Professor da UMinho quer provar que última obra de Clarice Lispector foi ´adulterada`

Carlos Mendes de Sousa, professor da Escola de Letras, Artes e Ciências Humanas da Universidade do Minho, está empenhado em provar que a última obra de Clarice Lispector, assim como o texto que terá escrito no momento da sua morte, terá sido ´adulterado` pela amiga e responsável pela publicação da obra Olga Borelli.
Há vários anos que o investigador do Centro de Estudos Humanísticos da UMinho estuda a obra desta autora, filha de refugiados ucranianos, da segunda metade do século XX. Com um estilo muito próprio entre a poesia e a prova, Clarice Lispector distingue-se na literatura brasileira pela sua escrita feminina e europeia, fugindo das tendências, nomeadamente, do romance social.
Depois dos projetos publicados “Figuras da escritura” e “Cartas de Clarice Lispector”, Carlos Mendes de Sousa tem agora em mãos “um dos trabalhos mais desafiantes” da sua carreira.
Tudo começa com “Clarice Lispector. Esboço para um possível retrato”, de Olga Borelli. “A dado momento, são citadas palavras de Clarice na hora da sua morte. Não se trata de um pequeno texto como Fernando Pessoa. É algo complexo e desenvolvido”, revela o especialista.
Através de uma análise mais profunda, Carlos Mendes de Sousa concluiu que esse texto não foi escrito nesse momento. “Olga Borelli faz uma montagem de textos de proveniência diversa que depois foram interpretados à letra por biógrafos, como Benjamim Moser, entre outros, que reproduziram este texto como tendo sido escrito na hora da sua morte”, explica.
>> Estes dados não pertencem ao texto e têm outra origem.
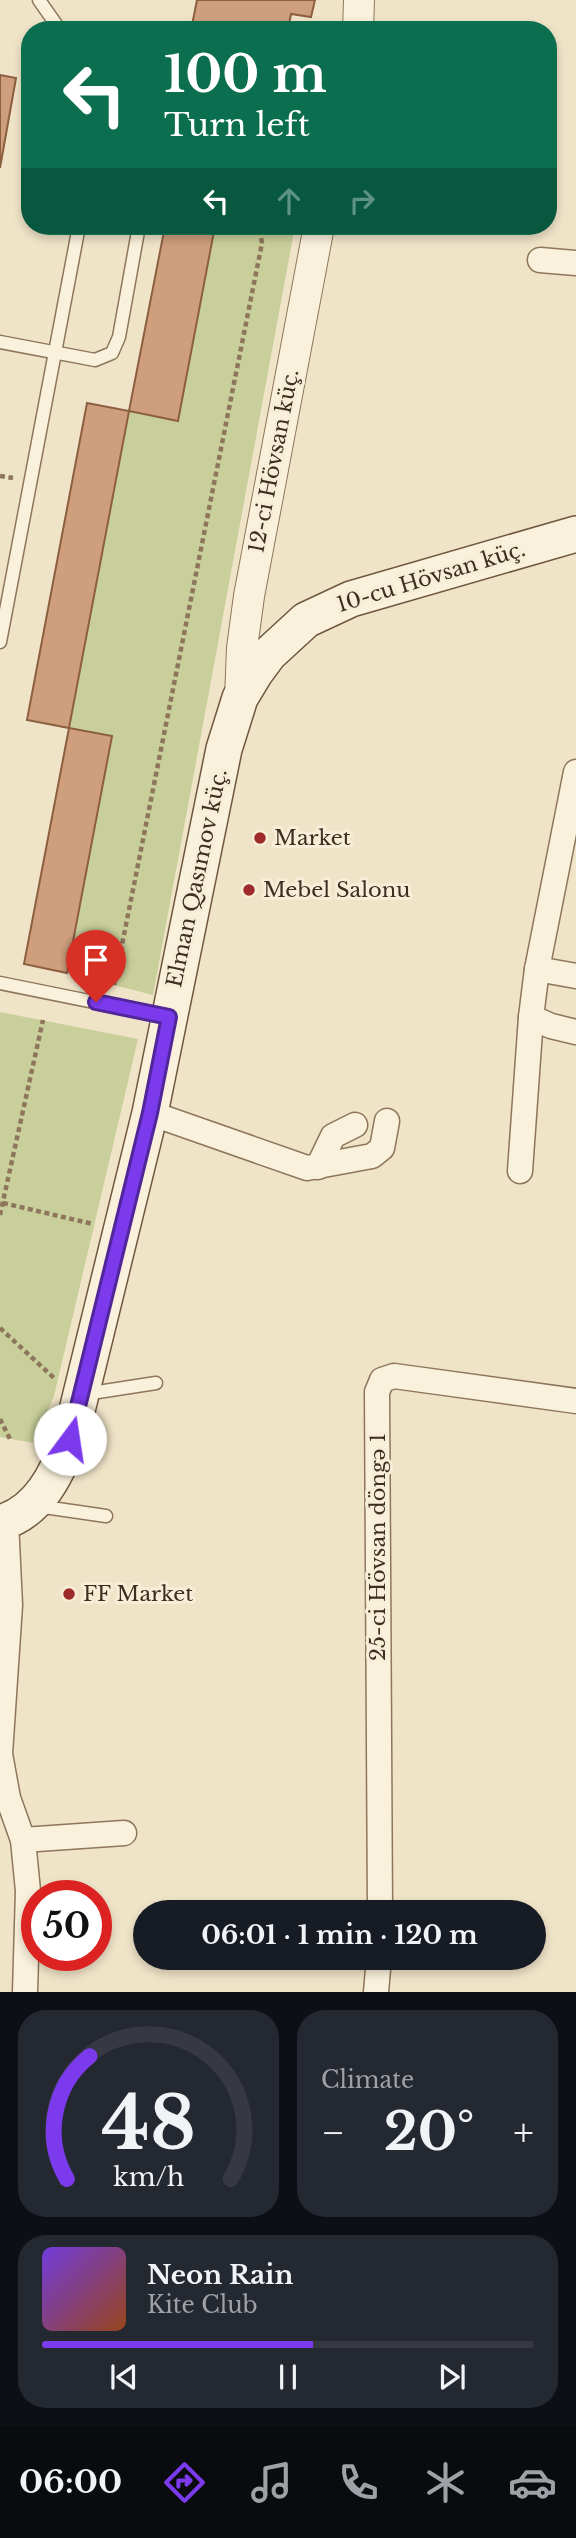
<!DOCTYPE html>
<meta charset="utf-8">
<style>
:root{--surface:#171b24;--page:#242831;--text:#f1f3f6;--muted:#9ea1a6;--line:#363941;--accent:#7c3aed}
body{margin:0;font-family:"Libre Baskerville",serif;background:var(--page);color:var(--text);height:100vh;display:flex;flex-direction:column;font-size:26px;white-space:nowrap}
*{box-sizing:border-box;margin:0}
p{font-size:23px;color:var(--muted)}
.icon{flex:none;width:38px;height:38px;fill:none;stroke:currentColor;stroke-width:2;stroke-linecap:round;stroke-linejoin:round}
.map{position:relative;height:1992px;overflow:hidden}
.drawer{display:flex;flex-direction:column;gap:18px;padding:18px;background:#0d0f14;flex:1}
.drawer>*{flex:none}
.hud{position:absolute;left:21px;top:21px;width:536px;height:214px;border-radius:28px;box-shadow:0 4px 10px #0003;background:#0b6e4f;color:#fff;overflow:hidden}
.speed{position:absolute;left:21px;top:1880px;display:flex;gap:14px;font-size:35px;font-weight:700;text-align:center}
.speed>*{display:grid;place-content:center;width:91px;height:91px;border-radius:50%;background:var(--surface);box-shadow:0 4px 10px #0003;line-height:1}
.speed .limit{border:10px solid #d22;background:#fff;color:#111}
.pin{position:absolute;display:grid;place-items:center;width:60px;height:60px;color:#fff;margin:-72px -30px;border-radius:50% 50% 50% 0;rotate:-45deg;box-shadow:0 0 7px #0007}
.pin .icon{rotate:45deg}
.me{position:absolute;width:77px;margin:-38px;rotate:14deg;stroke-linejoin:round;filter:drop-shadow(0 0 5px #0008)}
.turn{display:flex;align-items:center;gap:24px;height:147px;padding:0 28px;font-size:32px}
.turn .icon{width:91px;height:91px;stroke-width:2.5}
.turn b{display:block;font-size:49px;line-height:60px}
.lanes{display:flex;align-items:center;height:66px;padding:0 28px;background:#0003;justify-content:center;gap:35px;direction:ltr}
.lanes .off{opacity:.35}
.big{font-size:52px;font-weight:700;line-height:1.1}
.drawer .tile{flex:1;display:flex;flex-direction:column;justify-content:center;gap:10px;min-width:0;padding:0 24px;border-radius:28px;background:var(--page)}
.drawer .dial{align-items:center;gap:0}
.dial svg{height:182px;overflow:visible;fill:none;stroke:var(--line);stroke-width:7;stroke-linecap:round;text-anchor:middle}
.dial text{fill:var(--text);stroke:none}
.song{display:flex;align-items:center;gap:21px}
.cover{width:84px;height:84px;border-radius:10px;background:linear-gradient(135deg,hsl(260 70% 55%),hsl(20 70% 35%))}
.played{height:7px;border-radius:4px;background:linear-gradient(90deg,var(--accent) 55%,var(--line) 55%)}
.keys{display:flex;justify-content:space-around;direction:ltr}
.heat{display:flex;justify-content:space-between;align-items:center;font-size:38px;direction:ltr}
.drawer .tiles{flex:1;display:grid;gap:18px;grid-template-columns:1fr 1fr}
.tile:last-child{grid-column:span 2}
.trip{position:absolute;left:133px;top:1900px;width:413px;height:70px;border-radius:35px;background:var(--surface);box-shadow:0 4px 10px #0003;font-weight:700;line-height:70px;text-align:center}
.tabs{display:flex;height:112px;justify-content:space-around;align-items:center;background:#090b0e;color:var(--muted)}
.tabs .icon{width:49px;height:49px}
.tabs .current{color:var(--accent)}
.tabs b{font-size:32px;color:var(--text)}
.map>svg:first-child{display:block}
</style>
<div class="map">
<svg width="576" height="1992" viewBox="0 0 576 1992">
<rect width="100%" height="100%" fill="#f0e4c8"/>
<g fill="#c9cf9b">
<polygon points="215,226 295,226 153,995 67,973 111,736 69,728 129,411 178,420"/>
<polygon points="0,1012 138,1039 54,1396 33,1443 0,1437"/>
</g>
<g fill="#cf9f7d" stroke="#8d5f41" stroke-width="2">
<polygon points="197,0 315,0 311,17 291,14 288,30 191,30"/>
<polygon points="0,75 16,78 0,168"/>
<polygon points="165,226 215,226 178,421 129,411"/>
<polygon points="87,403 129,411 69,728 27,720"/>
<polygon points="69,728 112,736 67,973 24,964"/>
</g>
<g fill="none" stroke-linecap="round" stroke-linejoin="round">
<defs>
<g id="service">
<polyline points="39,0 60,30"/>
<polyline points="0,342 95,360 112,353 119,337 139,226"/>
<polyline points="0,642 79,226"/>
<polyline points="0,983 168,1017"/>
<polyline points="85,1394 156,1383"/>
<polyline points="37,1506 106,1516"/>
</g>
<g id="minor">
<polyline points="540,260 576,263"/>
<polyline points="576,772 537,969 531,1017 551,1026 576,1032"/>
<polyline points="537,969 576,976"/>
<polyline points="150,1113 307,1168 372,1156 382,1148 387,1121"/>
<polyline points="318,1167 333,1136 355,1125"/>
<polyline points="520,1171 531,1017"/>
<polyline points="6,1521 10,1605 0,1754 8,1798 23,1840 28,1891 25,1992"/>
<polyline points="23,1840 124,1833"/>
<polyline points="380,1913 377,1392 382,1380 394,1376 576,1401"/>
<polyline points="376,1992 379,1958"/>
</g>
<g id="tertiary">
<polyline points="358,30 359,0"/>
<polyline points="240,698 242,648 249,596 319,226"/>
</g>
<path id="secondary" d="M0 1523C39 1512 57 1474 70 1439L150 1113 224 749 240 698 255 673 269 654 306 620 351 599 576 534"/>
</defs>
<use href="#service" stroke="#8d765c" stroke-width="15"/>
<use href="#minor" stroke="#8d765c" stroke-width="27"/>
<use href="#tertiary" stroke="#8d765c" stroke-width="32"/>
<use href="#secondary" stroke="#6f573f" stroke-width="38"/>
<g stroke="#8d765c" stroke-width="4.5" stroke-dasharray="5 3.5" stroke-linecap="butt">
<polyline points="0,476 13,478"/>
<polyline points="114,985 262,243 259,226"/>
<polyline points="3,1203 93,1224"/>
<polyline points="0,1215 43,1020"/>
<polyline points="0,1328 54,1378"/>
<polyline points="0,1419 10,1439"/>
</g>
<use href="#service" stroke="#faf1dc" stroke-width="12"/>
<use href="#minor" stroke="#faf1dc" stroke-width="24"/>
<use href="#tertiary" stroke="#faf1dc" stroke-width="30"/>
<use href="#secondary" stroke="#faf1dc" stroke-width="35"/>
</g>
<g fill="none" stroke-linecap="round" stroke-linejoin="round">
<defs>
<polyline id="route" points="70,1439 150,1113 169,1017 96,1002"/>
</defs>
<use href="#route" stroke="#51269a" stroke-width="18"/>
<use href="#route" stroke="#7c3aed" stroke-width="12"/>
</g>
<g fill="#9e2a2b" stroke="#f7eed8" stroke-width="2.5">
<circle cx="260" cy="838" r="7"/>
<circle cx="249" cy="890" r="7"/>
<circle cx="69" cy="1594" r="7"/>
</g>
<g text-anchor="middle" stroke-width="6" stroke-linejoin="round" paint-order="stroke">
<g font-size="21" fill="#3d2e20" stroke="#f7eed8">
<text transform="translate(274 461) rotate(-79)" y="7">12-ci Hövsan küç.</text>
<text transform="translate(431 577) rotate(-17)" y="7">10-cu Hövsan küç.</text>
<text transform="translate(197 878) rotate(-78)" y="7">Elman Qasımov küç.</text>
<text transform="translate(378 1547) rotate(-90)" y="7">25-ci Hövsan döngə 1</text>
</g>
<g font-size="21" fill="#3d2e20" stroke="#f7eed8" text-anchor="start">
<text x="274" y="845">Market</text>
<text x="263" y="897">Mebel Salonu</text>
<text x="83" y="1601">FF Market</text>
</g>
</g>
</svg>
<div class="speed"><div class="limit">50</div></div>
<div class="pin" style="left:96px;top:1002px;background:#d93025"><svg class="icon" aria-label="arrive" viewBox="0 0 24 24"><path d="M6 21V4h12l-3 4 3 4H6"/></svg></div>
<svg class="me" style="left:70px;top:1439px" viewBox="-20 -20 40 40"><circle r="19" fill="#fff"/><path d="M0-13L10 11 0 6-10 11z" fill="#7c3aed"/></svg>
<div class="trip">06:01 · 1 min · 120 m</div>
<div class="hud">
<div class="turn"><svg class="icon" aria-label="left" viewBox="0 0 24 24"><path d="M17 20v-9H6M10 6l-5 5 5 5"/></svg><div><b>100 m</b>Turn left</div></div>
<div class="lanes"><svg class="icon" aria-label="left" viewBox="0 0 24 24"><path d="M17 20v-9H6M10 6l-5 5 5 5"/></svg><svg class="icon off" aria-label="ahead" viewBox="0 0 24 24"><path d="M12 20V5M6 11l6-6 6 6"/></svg><svg class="icon off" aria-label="right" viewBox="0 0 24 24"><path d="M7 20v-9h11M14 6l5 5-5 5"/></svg></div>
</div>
</div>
<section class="drawer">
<div class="tiles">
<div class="tile dial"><svg viewBox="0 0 100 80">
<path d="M14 69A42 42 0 1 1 86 69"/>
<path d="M14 69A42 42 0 0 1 24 15" stroke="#7c3aed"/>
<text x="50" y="56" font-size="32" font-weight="700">48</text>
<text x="50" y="72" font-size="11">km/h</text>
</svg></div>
<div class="tile"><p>Climate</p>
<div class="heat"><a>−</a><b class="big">20°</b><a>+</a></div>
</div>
<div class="tile">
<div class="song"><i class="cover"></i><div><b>Neon Rain</b><p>Kite Club</p></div></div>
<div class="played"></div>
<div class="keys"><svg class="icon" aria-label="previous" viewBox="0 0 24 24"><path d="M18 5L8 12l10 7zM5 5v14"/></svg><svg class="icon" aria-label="pause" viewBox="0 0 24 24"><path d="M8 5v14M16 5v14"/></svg><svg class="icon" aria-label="next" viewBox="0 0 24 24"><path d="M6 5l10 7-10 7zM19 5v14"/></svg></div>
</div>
</div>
</section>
<nav class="tabs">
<b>06:00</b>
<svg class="icon current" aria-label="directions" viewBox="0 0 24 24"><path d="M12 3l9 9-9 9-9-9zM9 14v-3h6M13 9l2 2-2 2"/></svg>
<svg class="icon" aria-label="music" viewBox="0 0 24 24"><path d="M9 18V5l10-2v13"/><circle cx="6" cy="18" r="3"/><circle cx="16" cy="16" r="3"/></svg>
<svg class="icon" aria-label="phone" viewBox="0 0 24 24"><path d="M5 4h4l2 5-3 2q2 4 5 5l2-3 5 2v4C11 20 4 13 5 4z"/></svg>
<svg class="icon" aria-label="climate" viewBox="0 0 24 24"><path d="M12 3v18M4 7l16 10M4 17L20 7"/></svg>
<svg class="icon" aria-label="car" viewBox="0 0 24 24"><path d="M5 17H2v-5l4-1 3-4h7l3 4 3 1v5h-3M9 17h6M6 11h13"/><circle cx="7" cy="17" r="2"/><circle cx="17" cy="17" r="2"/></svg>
</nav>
Esta descoberta levou o investigador a direcionar a sua atenção para um verdadeiro “quebra cabeças” que passa pela fragmentação e confronto com os textos originais cedidos pelo filho da autora. O investigador destaca ainda o facto de Olga Borelli ter “tentado dar coerência em alguns pontos ao texto, o que acabou por desvirtuar o mesmo”.
O investigador já desenvolveu projetos sobre Sophia de Mello Breyner Andresen, Eduardo Lourenço e Miguel Torga.
61% dos portugueses não leram um único livro em papel em 2020.
De acordo com um inquérito do Instituto de Ciências Sociais da Universidade de Lisboa, realizado nos últimos meses de 2020, 61% dos portugueses não leram um único livro em papel e dos 39% que afirmaram ter lido, a maioria leu pouco. Carlos Mendes de Sousa fala num contrassenso, visto que, por outro lado, nunca foram publicados tantos livros.
O docente acredita que as escolas e universidades podem contribuir para esta tentativa de mudança de paradigma, apesar da existência de vários estímulos, através das redes sociais, que retiram “o tempo lento ideal para a leitura de um livro”. Carlos Mendes de Sousa elenca ainda uma questão social, visto que nos dias de hoje muitas pessoas têm trabalhos duros e exigentes, logo será normal que não tenham tanta disponibilidade e vontade para abrir um livro.